Die Methodik der Durchflusszytometrie wird in der Abteilung schwerpunktmäßig zur Analyse von Leukozyten, Thrombozyten und Stammzellen eingesetzt. Ein konkretes Anwendungsbeispiel ist die Aufklärung angeborener Fehler des Immunsystems, um hämatopoetische Zellen anhand von Oberflächenmarkern multiparametrisch quantitativ zu analysieren und Zielzellen per Sortierung aufzureinigen. Als Geräte stehen dabei vier Durchflusszytometer zur Verfügung: Zwei reine Analysegeräte mit zwei Lasern und fünf Auswertekanälen bzw. mit fünf Lasern und 30 Auswertekanälen sowie zwei Zellsortierer mit zwei Lasern und acht Auswertekanälen bzw. mit drei Lasern und 15 Auswertekanälen.

Im Rahmen der Forschungs- und Diagnostik-Arbeit kommt in unserer Abteilung ein breites Repertoire an molekulargenetischen und molekularbiologischen Methoden zum Einsatz. Eine zentrale Gruppe der molekulargenetischen und molekularbiologischen Methoden bildet die Arbeit mit Nukleinsäuren und deren Analyse. Das beinhaltet unter anderem die Polymerase-Kettenreaktion (PCR), die eine selektive Amplifikation von bestimmten Segmenten der DNA ermöglicht. In der Abteilung sind zahlreiche fortgeschrittene Varianten der PCR, wie die Reverse-Transkriptase quantitative PCR (RT-qPCR), welche eine Detektion und Quantifikation spezifischer RNA- Sequenzen ermöglicht, etabliert.

Ebenfalls ist ein mikrobiologisches Labor vorhanden, in dem zum Beispiel die rekombinante Expression von Proteinen aus gentechnisch modifizierten E. coli-Bakterien durchgeführt wird.

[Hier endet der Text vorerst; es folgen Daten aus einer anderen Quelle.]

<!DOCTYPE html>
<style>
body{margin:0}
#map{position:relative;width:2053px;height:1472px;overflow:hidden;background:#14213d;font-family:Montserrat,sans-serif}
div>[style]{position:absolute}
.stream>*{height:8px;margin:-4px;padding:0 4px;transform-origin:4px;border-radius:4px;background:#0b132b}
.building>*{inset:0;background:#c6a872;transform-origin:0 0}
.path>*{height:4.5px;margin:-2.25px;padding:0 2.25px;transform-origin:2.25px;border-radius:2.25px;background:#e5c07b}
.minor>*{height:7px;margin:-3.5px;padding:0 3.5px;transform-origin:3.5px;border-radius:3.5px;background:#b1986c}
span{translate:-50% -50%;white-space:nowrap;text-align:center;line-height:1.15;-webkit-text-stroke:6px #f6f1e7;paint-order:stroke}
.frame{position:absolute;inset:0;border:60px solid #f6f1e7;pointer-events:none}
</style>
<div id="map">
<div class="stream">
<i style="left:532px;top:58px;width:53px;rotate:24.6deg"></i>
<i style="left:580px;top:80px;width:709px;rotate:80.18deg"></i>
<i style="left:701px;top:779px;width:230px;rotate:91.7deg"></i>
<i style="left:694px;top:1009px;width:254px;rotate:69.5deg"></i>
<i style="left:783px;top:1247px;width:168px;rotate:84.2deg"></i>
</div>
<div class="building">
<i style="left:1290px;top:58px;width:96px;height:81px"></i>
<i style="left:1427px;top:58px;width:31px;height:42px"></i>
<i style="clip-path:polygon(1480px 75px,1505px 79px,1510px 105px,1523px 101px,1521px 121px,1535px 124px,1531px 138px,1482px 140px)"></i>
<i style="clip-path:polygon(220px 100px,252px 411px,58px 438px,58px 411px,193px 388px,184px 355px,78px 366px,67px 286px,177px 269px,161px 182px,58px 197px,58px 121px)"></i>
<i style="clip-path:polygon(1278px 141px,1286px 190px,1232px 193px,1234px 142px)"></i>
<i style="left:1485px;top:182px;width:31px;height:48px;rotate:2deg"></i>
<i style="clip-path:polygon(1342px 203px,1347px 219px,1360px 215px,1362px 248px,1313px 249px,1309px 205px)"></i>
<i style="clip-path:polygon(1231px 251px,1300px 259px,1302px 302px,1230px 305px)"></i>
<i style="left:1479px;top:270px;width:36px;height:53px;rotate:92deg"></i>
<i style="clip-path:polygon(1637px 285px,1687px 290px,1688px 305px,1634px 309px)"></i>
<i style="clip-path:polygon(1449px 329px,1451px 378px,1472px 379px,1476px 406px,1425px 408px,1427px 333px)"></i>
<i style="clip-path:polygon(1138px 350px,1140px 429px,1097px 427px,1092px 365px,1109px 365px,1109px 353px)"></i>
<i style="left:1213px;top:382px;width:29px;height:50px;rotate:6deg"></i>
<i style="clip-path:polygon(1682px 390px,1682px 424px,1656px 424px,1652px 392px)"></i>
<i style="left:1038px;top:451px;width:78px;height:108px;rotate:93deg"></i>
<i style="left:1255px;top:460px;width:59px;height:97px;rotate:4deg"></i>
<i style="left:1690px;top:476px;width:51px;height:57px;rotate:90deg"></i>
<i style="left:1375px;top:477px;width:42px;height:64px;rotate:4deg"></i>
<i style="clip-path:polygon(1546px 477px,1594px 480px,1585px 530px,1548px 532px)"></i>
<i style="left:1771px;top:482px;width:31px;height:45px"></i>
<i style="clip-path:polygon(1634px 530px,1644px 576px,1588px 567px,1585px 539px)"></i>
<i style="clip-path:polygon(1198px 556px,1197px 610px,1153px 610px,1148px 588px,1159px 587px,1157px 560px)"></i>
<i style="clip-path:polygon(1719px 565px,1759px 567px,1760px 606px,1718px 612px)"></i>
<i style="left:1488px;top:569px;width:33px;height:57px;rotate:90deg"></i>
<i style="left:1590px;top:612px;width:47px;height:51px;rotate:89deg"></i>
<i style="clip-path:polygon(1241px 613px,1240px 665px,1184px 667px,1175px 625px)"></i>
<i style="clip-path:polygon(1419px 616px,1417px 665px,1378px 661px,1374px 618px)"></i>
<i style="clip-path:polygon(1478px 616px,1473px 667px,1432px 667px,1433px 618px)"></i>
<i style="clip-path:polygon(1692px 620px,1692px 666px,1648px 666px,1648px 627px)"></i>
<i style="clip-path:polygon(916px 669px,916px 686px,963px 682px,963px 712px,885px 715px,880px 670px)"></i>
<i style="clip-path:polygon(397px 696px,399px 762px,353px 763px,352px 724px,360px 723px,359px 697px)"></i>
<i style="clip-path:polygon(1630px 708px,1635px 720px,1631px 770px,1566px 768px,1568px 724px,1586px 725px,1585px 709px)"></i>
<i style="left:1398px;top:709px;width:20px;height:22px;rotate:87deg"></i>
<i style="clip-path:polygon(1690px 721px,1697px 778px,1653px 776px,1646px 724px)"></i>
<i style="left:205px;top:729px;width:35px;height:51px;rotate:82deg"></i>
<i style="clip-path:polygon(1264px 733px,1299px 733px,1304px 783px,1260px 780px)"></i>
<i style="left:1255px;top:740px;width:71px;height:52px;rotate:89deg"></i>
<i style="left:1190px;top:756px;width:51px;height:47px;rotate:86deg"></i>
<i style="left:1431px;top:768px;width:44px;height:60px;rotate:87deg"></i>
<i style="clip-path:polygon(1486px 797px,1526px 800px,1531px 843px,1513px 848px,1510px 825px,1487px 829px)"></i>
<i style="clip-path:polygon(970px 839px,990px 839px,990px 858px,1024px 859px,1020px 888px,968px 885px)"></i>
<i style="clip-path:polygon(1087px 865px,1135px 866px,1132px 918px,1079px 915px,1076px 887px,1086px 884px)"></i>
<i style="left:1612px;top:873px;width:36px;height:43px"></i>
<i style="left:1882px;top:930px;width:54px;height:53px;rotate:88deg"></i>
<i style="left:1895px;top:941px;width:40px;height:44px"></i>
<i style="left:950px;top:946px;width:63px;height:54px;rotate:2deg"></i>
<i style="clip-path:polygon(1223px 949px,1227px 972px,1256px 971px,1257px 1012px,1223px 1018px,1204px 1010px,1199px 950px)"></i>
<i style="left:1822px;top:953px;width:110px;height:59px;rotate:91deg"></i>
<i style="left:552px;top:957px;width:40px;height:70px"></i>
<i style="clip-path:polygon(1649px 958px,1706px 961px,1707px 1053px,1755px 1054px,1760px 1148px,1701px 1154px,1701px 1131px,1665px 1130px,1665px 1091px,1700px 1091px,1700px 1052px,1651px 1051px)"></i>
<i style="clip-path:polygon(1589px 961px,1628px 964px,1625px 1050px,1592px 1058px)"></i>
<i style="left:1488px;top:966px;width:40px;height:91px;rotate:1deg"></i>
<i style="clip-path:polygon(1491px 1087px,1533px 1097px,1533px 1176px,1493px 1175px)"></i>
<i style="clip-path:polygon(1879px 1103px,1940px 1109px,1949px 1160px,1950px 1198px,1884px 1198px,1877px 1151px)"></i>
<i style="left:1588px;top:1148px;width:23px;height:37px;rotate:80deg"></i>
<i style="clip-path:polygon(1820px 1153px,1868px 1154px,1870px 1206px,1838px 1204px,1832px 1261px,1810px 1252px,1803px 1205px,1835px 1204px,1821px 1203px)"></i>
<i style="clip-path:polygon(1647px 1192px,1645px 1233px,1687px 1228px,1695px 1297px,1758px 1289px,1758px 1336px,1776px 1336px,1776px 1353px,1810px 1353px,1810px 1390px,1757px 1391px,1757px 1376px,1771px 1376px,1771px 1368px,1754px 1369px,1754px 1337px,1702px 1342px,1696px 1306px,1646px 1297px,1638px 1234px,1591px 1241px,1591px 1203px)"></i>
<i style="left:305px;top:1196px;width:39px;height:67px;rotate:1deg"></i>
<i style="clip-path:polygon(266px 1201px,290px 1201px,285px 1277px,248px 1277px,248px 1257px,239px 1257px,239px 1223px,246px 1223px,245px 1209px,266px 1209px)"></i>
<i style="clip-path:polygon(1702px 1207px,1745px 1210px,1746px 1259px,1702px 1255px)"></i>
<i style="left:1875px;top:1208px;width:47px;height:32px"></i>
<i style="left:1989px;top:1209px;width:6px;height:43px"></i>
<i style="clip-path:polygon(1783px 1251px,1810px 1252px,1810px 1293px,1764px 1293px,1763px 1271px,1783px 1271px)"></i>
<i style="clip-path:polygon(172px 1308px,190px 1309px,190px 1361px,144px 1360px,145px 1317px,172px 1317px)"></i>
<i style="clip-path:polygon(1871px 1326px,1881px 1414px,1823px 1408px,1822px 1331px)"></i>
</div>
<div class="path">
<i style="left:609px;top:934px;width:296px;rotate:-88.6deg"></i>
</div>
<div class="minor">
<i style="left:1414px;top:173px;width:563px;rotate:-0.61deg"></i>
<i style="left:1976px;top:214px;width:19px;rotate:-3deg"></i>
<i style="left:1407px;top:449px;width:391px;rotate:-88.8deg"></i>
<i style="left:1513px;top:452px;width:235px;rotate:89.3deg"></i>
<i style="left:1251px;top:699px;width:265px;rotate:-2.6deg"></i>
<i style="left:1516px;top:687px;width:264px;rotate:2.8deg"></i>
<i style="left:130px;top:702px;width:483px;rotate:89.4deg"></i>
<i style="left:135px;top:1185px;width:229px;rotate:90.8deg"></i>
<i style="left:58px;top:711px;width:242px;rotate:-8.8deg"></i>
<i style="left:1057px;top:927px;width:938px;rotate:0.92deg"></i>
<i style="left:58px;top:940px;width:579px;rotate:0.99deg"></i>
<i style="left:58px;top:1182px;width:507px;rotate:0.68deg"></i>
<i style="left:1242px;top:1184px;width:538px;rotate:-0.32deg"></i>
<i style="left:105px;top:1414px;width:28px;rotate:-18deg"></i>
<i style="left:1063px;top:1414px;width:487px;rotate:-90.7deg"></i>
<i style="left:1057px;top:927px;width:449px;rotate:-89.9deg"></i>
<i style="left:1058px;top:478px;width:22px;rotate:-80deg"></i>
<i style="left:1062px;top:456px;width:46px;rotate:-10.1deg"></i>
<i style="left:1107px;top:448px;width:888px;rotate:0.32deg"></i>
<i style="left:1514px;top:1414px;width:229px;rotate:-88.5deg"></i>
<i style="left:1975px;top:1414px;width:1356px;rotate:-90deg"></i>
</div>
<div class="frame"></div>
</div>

Weitere Verfahren ermöglichen die Analyse der Expressionsprodukte: Western Blotting beispielsweise erlaubt die Identifizierung des Zielproteins in einem Proteingemisch auf Basis von dessen Größe und spezifischer fluoreszenzgekoppelter Antikörper gegen das Protein. Häufig in der Abteilung eingesetzt werden diese Verfahren für die Expression von rekombinanten Cas9-Proteinen. In Kombination mit einem zielspezifischen Leitmolekül, der guide-RNA (gRNA), lassen sich so gezielte Schnitte im Genom setzen. Mit weiterführenden Modifikationen der Technik sind sogar spezifische Modifikationen bestimmter Basen oder das Abfangen von gezielten DNA-Abschnitten aus dem Gesamtgenom möglich.

Auch für die Entwicklung und Durchführung zellbasierter Assays ist die Abteilung ausgestattet. Mehrere Zellkulturbänke und Inkubatoren ermöglichen eine sterile Kultivierung humaner Zellen. Für Folgeanalysen stehen beispielsweise verschiedene Mikroskope, unter anderem auch ein Laser-Scanning-Mikroskop bereit.

Das Vorhandensein dieser Vielzahl an etablierten Methoden und Geräten ermöglicht der Abteilung die Bearbeitung verschiedenster Fragestellungen, sowohl in Projekten der Routine-Diagnostik als auch im Forschungsbereich.

In unserer Abteilung kommen verschiedenste Sequenziertechniken zur Analyse von DNA- und RNA-Molekülen zum Einsatz. Generell werden durch durch eine durchdachte Mischung von Sequenziertechnologien jeder Generation Projekte je nach Anforderung ermöglicht und optimal bearbeitet.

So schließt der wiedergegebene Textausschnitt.